The precedent that looms over the legal challenges to the NSA’s massive phone data collection is the 1979 case of Smith v. Maryland. The issue before the Supreme Court in Smith was whether the police’s use of a pen register—a device that identifies the numbers dialed from a particular phone—constituted a search under the Fourth Amendment and therefore required a warrant. Michael Lee Smith had been convicted of robbery based on evidence from a police investigation that relied on information secured from a pen register, for which the police had no warrant. The Court held, 5-3, that because an individual had no reasonable expectation of privacy with regard to the phone numbers one dials (as opposed to the contents of the call—see Katz v. United States (1967)), the collection of these numbers was not a search for purposes of the Fourth Amendment and so no warrant was needed. Smith’s conviction was upheld.
Some observations about the oral arguments:
First, this was a notably lively argument. The lawyer defending Smith was only two sentences into his argument when then-Justice William H. Rehnquist jumped in. There are several extended exchanges with the lawyers and the justices in which no one is getting more than a sentence or two out at a time. (Unlike today’s “hot” bench: The justices back in 1979 seemed far less interested in hearing their voices. The judicial monologues and extended hypotheticals that are commonplace in today’s oral arguments were largely absent in Smith.)
Second, Smith’s lawyer, Howard L. Cardin, did not have a good day. When Justice Rehnquist offered an argument supporting his case, he struggled to recognize it as a gift. He later he got into a kind of standoff with an irritated Justice Thurgood Marshall on a technological question, which culminated with Marshall declaring the lawyer wrong on his facts and urging him to stick with the record of the case.
And then there were the pork chops. One of Cardin’s stronger arguments was an analogy to a maid cleaning a hotel room. “[I]f she’s coming in, performing her duties, and comes across something, that is one situation,” he explained, But if she goes into a hotel room at the request of the police, looking for something suspicious, “then she is operating as the agent of the police department and is not properly on the premises at that time.” Justice John Paul Stevens asked Stephen H. Sachs, Maryland’s Attorney General, if he had a response to the hotel room analogy. This is when the pork chops arrived.

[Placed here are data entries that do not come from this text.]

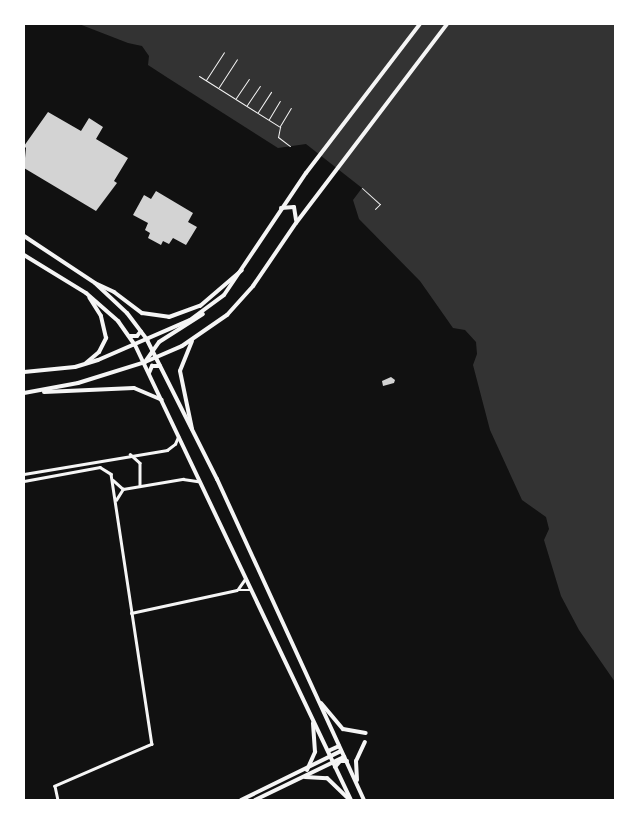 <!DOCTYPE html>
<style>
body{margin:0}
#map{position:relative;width:639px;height:824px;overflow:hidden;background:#111;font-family:Inter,sans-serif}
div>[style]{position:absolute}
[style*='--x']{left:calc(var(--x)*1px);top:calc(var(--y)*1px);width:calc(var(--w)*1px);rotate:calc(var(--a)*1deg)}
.water>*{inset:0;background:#333}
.building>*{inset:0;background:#d3d3d3}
.path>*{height:1px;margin:-0.5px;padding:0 0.5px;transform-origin:0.5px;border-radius:0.5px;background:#f5f5f5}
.service>*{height:1px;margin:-0.5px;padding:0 0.5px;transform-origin:0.5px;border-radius:0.5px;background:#f5f5f5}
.minor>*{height:2.5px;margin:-1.25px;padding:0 1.25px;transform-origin:1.25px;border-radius:1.25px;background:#f5f5f5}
.tertiary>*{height:4px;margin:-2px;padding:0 2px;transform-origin:2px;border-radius:2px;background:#f5f5f5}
.secondary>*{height:4px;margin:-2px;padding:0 2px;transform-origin:2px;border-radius:2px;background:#f5f5f5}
span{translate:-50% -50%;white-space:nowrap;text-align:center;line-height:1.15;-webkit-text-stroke:4.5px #fff;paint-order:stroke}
.frame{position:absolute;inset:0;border:25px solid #fff;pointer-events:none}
</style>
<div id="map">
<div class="water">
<i style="clip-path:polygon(79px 24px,615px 24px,615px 682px,579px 630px,561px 596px,544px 540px,549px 529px,546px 517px,522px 500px,490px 430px,473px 365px,477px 354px,476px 342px,465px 330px,453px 328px,420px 281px,359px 219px,353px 200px,362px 188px,306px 144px,278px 148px,168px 78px,148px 65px,149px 56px,142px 46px,128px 43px)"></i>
</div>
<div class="building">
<i style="clip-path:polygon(48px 112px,81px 131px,89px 118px,103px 127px,96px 139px,128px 158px,114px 181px,117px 183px,96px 211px,24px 168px,26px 148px,24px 146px)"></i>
<i style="clip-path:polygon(156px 191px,193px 213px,188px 222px,197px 227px,186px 245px,173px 238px,169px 244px,163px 241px,161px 245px,148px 238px,150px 233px,145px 230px,148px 223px,133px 215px,144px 195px,151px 199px)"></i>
<i style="clip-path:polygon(391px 377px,395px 380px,394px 383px,383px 386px,382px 381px)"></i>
</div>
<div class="path">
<i style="--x:199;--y:76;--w:96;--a:32.2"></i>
<i style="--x:280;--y:127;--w:10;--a:101"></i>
<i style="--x:278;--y:137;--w:15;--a:37"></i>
<i style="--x:206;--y:80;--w:33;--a:-57"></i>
<i style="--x:219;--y:87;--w:33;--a:-57"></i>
<i style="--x:236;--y:98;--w:23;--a:-56"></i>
<i style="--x:247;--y:105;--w:23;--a:-56"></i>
<i style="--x:258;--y:112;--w:24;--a:-57"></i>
<i style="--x:269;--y:119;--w:21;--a:-59"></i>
<i style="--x:280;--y:126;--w:21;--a:-59"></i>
<i style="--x:362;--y:188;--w:24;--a:42"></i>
<i style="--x:380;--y:204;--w:7;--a:135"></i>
</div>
<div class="service">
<i style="--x:24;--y:485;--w:9;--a:90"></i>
</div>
<div class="minor">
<i style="--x:130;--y:454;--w:13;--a:42"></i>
<i style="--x:140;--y:463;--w:22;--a:90"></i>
<i style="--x:24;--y:474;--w:145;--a:-9.5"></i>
<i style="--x:167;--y:450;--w:10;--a:-37"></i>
<i style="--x:175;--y:444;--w:8;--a:-67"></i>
<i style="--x:113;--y:480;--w:13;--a:42"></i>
<i style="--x:24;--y:481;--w:77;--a:-10.4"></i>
<i style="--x:100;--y:467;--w:13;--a:32"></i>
<i style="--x:111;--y:474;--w:273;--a:81.4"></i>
<i style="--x:152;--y:744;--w:106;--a:156.6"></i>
<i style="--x:55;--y:786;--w:14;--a:78"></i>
<i style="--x:116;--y:500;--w:13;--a:-58"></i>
<i style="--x:123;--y:489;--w:61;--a:-9.5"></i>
<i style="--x:183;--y:479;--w:15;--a:8"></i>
<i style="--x:238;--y:589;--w:12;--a:-55"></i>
<i style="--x:131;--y:613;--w:108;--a:-12.2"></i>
<i style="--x:237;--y:590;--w:14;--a:0"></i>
<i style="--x:296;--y:800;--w:15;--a:0"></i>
</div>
<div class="tertiary">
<i style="--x:241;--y:800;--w:111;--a:-26.1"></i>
<i style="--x:255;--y:800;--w:99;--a:-25.8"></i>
</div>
<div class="secondary">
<i style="--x:281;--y:208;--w:13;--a:-4"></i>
<i style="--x:294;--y:207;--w:13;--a:81"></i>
<i style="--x:24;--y:236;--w:85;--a:33.5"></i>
<i style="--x:95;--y:283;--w:44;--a:43.2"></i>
<i style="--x:127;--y:313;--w:34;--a:53"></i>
<i style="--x:147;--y:340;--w:156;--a:63.3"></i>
<i style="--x:217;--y:479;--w:353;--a:65.4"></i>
<i style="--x:24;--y:255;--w:73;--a:31.5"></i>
<i style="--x:86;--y:293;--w:43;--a:41.2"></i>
<i style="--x:118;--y:321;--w:29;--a:55"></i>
<i style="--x:135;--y:345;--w:504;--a:64.61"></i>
<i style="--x:97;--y:284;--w:19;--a:25"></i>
<i style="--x:114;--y:292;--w:35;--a:37"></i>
<i style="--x:142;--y:313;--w:27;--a:8"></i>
<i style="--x:169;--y:317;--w:33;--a:-20"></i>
<i style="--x:200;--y:306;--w:55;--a:-40.6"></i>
<i style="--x:130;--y:336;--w:7;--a:0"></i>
<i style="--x:137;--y:336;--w:6;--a:-51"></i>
<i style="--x:192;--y:341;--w:32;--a:112"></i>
<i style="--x:180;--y:371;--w:59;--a:78.3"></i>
<i style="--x:145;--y:362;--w:24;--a:-55"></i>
<i style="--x:159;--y:342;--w:52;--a:-32.5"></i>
<i style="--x:86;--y:363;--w:17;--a:-40"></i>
<i style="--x:99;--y:352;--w:16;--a:-63"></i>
<i style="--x:106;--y:338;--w:23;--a:-103"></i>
<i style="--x:101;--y:316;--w:22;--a:-122"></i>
<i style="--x:24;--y:372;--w:51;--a:-5.6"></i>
<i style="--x:75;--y:367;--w:24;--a:-17"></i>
<i style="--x:98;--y:360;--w:100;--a:-23.5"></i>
<i style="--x:190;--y:320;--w:42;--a:-36.3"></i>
<i style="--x:224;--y:295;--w:147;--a:-56.1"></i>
<i style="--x:306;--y:173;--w:188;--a:-52.6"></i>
<i style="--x:149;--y:373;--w:8;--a:-67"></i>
<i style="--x:152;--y:366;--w:8;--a:0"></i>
<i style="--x:44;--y:392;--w:90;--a:-2.5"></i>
<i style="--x:134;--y:388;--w:30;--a:23"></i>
<i style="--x:24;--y:393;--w:55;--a:-10.5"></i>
<i style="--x:78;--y:383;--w:70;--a:-17.4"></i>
<i style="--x:145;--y:362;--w:40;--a:-23.4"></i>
<i style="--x:182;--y:346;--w:55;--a:-34.6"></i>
<i style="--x:227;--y:315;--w:39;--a:-48"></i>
<i style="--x:253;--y:286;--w:76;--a:-55.7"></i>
<i style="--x:296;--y:223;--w:250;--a:-52.8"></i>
<i style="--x:321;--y:703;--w:34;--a:50"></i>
<i style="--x:343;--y:729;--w:23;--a:10"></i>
<i style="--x:328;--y:751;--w:12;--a:-24"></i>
<i style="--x:335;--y:767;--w:8;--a:-50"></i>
<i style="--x:340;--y:761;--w:7;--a:0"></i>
<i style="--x:307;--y:770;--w:20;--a:-66"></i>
<i style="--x:315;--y:752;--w:29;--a:-94"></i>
<i style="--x:305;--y:777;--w:22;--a:3"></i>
<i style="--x:327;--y:778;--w:29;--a:44"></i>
<i style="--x:357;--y:780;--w:19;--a:-93"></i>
<i style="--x:356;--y:761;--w:21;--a:-65"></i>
</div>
<div class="frame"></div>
</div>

Justice John Paul Stevens: What do you do with your opponent’s example of a maid in a hotel room?
You certainly have an anticipation that a third party will be in the room which don’t expect the police to come in.
Mr. Stephen H. Sachs: That’s true, Your Honor.

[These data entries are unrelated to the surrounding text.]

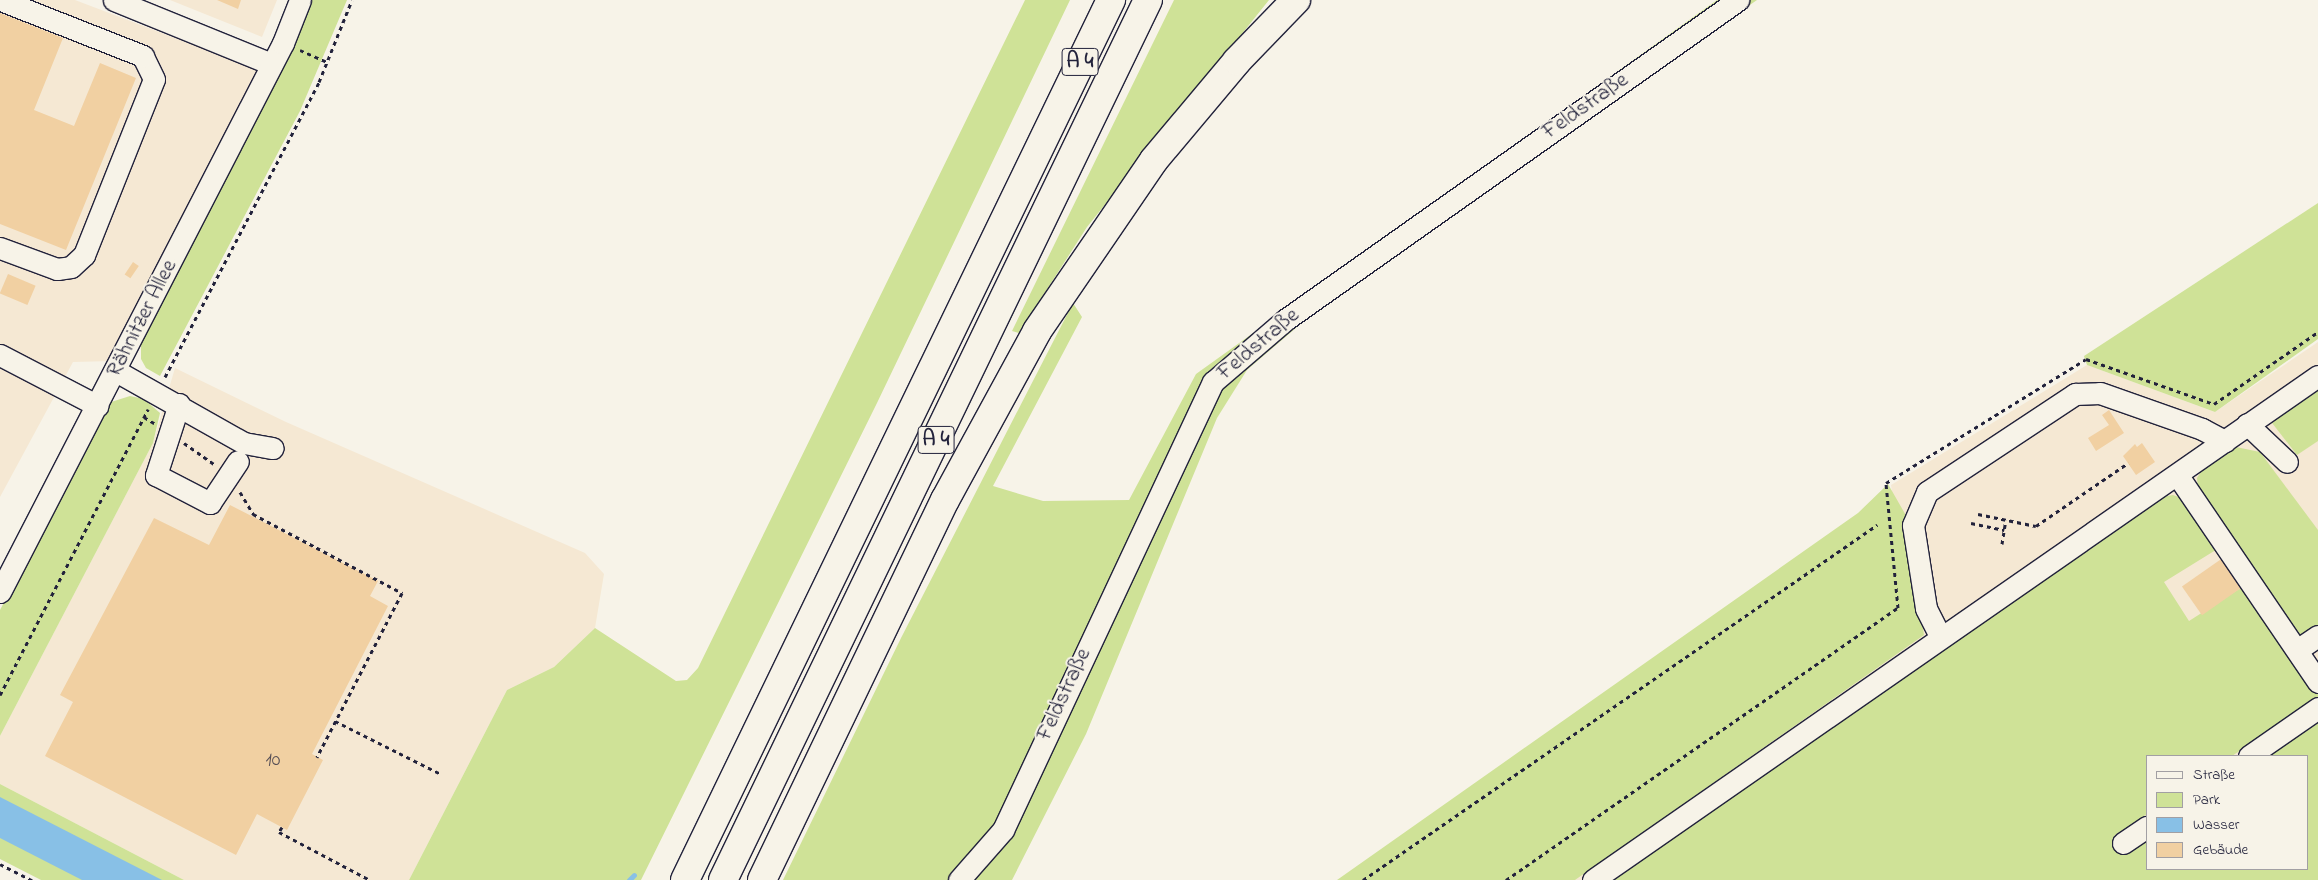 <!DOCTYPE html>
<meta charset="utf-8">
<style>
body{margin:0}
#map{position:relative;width:2318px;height:880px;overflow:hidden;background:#f7f3e8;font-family:"Indie Flower",sans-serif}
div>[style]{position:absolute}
.built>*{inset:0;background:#f5e8d3}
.green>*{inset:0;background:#cfe297}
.water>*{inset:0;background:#88c0e6}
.stream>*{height:5px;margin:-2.5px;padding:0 2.5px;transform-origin:2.5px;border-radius:2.5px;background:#88c0e6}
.building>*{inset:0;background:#f1d0a2;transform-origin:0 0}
.path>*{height:3px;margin-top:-1.5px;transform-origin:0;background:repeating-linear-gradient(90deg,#22223b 0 4px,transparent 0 8px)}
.roads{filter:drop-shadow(1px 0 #22223b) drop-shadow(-1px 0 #22223b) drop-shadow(0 1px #22223b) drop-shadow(0 -1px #22223b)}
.minor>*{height:21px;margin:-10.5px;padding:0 10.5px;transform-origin:10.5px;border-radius:10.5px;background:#f7f3e8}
.highway>*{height:28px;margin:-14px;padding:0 14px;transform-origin:14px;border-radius:14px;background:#f7f3e8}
span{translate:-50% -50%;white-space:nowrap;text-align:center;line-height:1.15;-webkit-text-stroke:4px #f7f3e8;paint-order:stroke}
.number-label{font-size:20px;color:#564e55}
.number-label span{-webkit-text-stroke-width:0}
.shield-label span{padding:1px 4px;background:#f7f3e8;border:1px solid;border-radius:4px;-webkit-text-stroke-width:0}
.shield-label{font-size:21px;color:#22223b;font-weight:700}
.street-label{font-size:22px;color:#22223b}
.legend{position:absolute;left:2146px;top:755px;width:162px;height:115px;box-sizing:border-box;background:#f7f3e8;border:1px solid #a29fa3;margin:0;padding:6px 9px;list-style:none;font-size:15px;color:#22223b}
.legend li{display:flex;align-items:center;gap:10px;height:25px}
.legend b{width:25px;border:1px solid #a29fa3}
</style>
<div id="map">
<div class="built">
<i style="clip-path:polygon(0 0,75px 0,262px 71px,113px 361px,73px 362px,0 497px)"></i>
<i style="clip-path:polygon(170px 0,277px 0,262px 37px)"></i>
<i style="clip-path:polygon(evenodd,2318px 342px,2318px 880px,1556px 880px,1911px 618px,1891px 485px,2087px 365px,2215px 412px,2318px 342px,2147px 756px,2307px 756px,2307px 869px,2147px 869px,2147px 756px)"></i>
<i style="clip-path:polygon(175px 368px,286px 422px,585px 553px,604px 574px,595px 628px,554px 667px,507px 690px,409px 880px,184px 880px,0 784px,0 736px,153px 443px)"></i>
</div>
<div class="green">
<i style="clip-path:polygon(312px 0,347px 0,300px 111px,160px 376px,146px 368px,141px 359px,141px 340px,277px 80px)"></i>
<i style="clip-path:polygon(1025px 0,1070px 0,877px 403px,641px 880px,409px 880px,507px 690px,554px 667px,595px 628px,676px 681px,687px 680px,698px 668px)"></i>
<i style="clip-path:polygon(1174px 0,1269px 0,1087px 227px,1019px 333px,1012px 331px)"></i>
<i style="clip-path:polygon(1717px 0,1757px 0,1339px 291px,1247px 370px,1217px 418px,1086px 734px,1012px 880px,783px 880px,901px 638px,1073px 303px,1082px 317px,993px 486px,1043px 501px,1129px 500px,1196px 374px)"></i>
<i style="clip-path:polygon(2318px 203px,2318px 339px,2215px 412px,2087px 365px,2084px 356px)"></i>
<i style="clip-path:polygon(2318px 383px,2318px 441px,2297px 455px,2269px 419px)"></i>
<i style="clip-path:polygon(130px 396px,144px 399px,160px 413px,153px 443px,0 736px,0 610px,108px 403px)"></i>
<i style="clip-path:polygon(2236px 447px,2260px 452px,2318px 530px,2318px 630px,2294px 639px,2198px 488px,2197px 478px,2202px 470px)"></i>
<i style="clip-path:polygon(1888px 484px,1908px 519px,1924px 635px,1575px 880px,1337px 880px,1858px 513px)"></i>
<i style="clip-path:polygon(2173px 495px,2187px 500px,2219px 548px,2164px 582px,2189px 621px,2247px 584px,2318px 689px,2318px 698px,2232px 756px,2147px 756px,2147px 814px,2114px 836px,2125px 853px,2147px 839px,2147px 869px,2307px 869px,2307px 756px,2268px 756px,2318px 723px,2318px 880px,1606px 880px,2161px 497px)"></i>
<i style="clip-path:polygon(0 784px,184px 880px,41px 880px,0 859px)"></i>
</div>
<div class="water">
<i style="clip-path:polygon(0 797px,162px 880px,82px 880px,0 838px)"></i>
</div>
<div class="stream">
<i style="left:629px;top:880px;width:7px;rotate:-45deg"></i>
</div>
<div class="building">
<i style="clip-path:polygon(217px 0,241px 0,238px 9px)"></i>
<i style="clip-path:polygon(0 13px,63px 38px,34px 110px,74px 126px,100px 63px,136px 78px,66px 250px,0 224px)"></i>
<i style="left:133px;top:262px;width:7px;height:15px;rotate:34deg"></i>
<i style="left:8px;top:274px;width:30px;height:21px;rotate:23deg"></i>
<i style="clip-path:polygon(2109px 410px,2124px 433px,2096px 451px,2088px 438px,2109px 425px,2102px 415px)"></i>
<i style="clip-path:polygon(2142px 443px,2155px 462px,2136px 475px,2123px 456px,2135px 444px,2137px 447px)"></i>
<i style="clip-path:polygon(230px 505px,378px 581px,370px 596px,388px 606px,312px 754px,323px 760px,287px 830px,257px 814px,236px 855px,45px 756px,73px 702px,60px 695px,154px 518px,209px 545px)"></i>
<i style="left:2227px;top:555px;width:35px;height:55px;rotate:55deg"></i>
</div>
<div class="path">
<i style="left:300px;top:50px;width:30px;rotate:24deg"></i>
<i style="left:165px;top:377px;width:333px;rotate:-62.4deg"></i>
<i style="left:319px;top:82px;width:88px;rotate:-68.1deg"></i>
<i style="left:144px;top:417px;width:12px;rotate:31deg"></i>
<i style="left:184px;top:443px;width:37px;rotate:35deg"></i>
<i style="left:240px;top:492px;width:26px;rotate:59deg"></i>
<i style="left:253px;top:514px;width:169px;rotate:27.9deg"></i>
<i style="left:402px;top:593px;width:185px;rotate:117.4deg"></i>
<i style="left:1978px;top:514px;width:59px;rotate:11.7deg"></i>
<i style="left:2036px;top:526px;width:112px;rotate:-34.4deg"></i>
<i style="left:1971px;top:523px;width:34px;rotate:12deg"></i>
<i style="left:2002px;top:544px;width:24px;rotate:-81deg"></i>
<i style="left:0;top:695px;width:322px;rotate:-62.6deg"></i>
<i style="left:335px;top:721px;width:119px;rotate:26.6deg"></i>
<i style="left:282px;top:827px;width:6px;rotate:121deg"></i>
<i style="left:279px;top:832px;width:103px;rotate:27.8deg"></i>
<i style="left:0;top:864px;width:36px;rotate:27deg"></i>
<i style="left:1363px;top:880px;width:625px;rotate:-34.63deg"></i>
<i style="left:1506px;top:880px;width:477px;rotate:-34.8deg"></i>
<i style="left:1898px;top:608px;width:126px;rotate:-95.5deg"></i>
<i style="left:1886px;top:483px;width:235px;rotate:-31.8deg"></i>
<i style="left:2086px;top:359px;width:136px;rotate:19.4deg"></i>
<i style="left:2214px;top:404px;width:126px;rotate:-34.7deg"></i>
</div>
<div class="roads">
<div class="minor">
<i style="left:114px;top:0;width:170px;rotate:22.1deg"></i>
<i style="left:0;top:248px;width:61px;rotate:20.2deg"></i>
<i style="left:57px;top:269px;width:14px;rotate:-8deg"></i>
<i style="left:71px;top:267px;width:18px;rotate:-43deg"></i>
<i style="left:84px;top:255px;width:189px;rotate:-68.3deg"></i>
<i style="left:154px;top:79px;width:25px;rotate:-116deg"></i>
<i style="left:143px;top:56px;width:153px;rotate:-158.5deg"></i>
<i style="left:0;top:355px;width:110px;rotate:27.5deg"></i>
<i style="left:116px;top:371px;width:147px;rotate:29.4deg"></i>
<i style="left:244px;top:443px;width:29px;rotate:10deg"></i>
<i style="left:179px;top:404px;width:75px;rotate:107.9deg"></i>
<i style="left:156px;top:475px;width:61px;rotate:27.4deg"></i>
<i style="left:210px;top:503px;width:50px;rotate:-56.3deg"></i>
<i style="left:2247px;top:424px;width:55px;rotate:43.5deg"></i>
<i style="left:2178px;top:476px;width:249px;rotate:55.8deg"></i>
<i style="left:0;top:592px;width:618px;rotate:-62.73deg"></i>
<i style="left:283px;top:43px;width:46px;rotate:-68.4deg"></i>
<i style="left:1940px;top:636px;width:31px;rotate:-117deg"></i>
<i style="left:1926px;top:608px;width:84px;rotate:-98.9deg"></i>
<i style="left:1913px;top:525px;width:36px;rotate:-67deg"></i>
<i style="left:1927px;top:492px;width:178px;rotate:-33.5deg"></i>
<i style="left:2075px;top:394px;width:25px;rotate:-2deg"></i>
<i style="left:2100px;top:393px;width:108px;rotate:19.4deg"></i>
<i style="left:2202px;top:429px;width:26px;rotate:28deg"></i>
<i style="left:2297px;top:650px;width:25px;rotate:-34deg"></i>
<i style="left:2249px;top:756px;width:84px;rotate:-34.8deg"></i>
<i style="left:2123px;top:843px;width:29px;rotate:-34deg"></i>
<i style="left:959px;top:880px;width:67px;rotate:-48.7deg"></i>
<i style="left:1003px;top:830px;width:495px;rotate:-64.9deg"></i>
<i style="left:1213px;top:382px;width:95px;rotate:-40.7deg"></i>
<i style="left:1285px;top:320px;width:555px;rotate:-35.24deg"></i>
<i style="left:1593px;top:880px;width:883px;rotate:-34.81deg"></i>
</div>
<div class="highway">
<i style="left:685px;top:880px;width:978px;rotate:-64.17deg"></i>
<i style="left:723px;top:880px;width:977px;rotate:-64.22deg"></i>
<i style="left:762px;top:880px;width:422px;rotate:-64.3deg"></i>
<i style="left:945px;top:500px;width:192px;rotate:-61.4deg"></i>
<i style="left:1037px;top:331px;width:207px;rotate:-55.6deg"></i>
<i style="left:1154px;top:160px;width:129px;rotate:-50deg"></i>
<i style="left:1237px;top:61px;width:85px;rotate:-46deg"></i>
</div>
</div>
<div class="number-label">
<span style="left:273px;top:760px">10</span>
</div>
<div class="shield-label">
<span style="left:1080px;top:62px">A 4</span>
<span style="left:936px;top:440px">A 4</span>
</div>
<div class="street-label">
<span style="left:1586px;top:107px;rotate:-35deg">Feldstraße</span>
<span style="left:143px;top:319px;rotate:-63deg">Rähnitzer Allee</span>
<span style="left:1259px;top:345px;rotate:-40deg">Feldstraße</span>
<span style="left:1065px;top:695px;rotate:-65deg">Feldstraße</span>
</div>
<ul class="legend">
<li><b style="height:6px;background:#f7f3e8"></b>Straße</li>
<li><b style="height:14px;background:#cfe297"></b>Park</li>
<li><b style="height:14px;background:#88c0e6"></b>Wasser</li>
<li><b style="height:14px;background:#f1d0a2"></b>Gebäude</li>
</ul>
</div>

The Stoner case, I think, this Court distinguishes the hotel situation and I think the answer to that is that, in a hotel situation, the hiring of the hotel room does not expect that the full search from police officers without a warrant will take place.
It is very different, we suggest, than the communication out from that hotel room or from one’s home on leased lines of a company which is not your own, on equipment which is not your own, of a communication much like calling the plumber and saying “I have water in my cellar, please come.”
That plumber can, if he wishes, tell the police “Sachs has water in his cellar.” The call out from your hotel room to the butcher that says “I want three pork chops” could be revealed to the police, “Sachs want three pork chops.”
In the same sense, when I say “I want 4666187” to the phone company, I run the risk, we say the legitimate risk, that that information may be communicated to the police.
Justice Thurgood Marshall: And used to convict me and put me in jail?
Mr. Stephen H. Sachs: Yes, Your Honor.
Justice Thurgood Marshall: That’s a lot different from a pork chop.
Mr. Stephen H. Sachs: Your Honor– [Attempt to Laughter]
Chief Justice Warren E. Burger: Going back–
Mr. Stephen H. Sachs: The answer to that is, yes, Your Honor. You’re right.
Assuming the litigation challenges to the NSA data program reach the Supreme Court, there are two things we can predict with confidence. First, that the lawyers and justices will offer up plenty of interesting hypotheticals and analogies as they puzzle over what is and what is not a reasonable expectation of privacy with regard to phone communication. And second, that no lawyer will attempt to resurrect the pork chop analogy.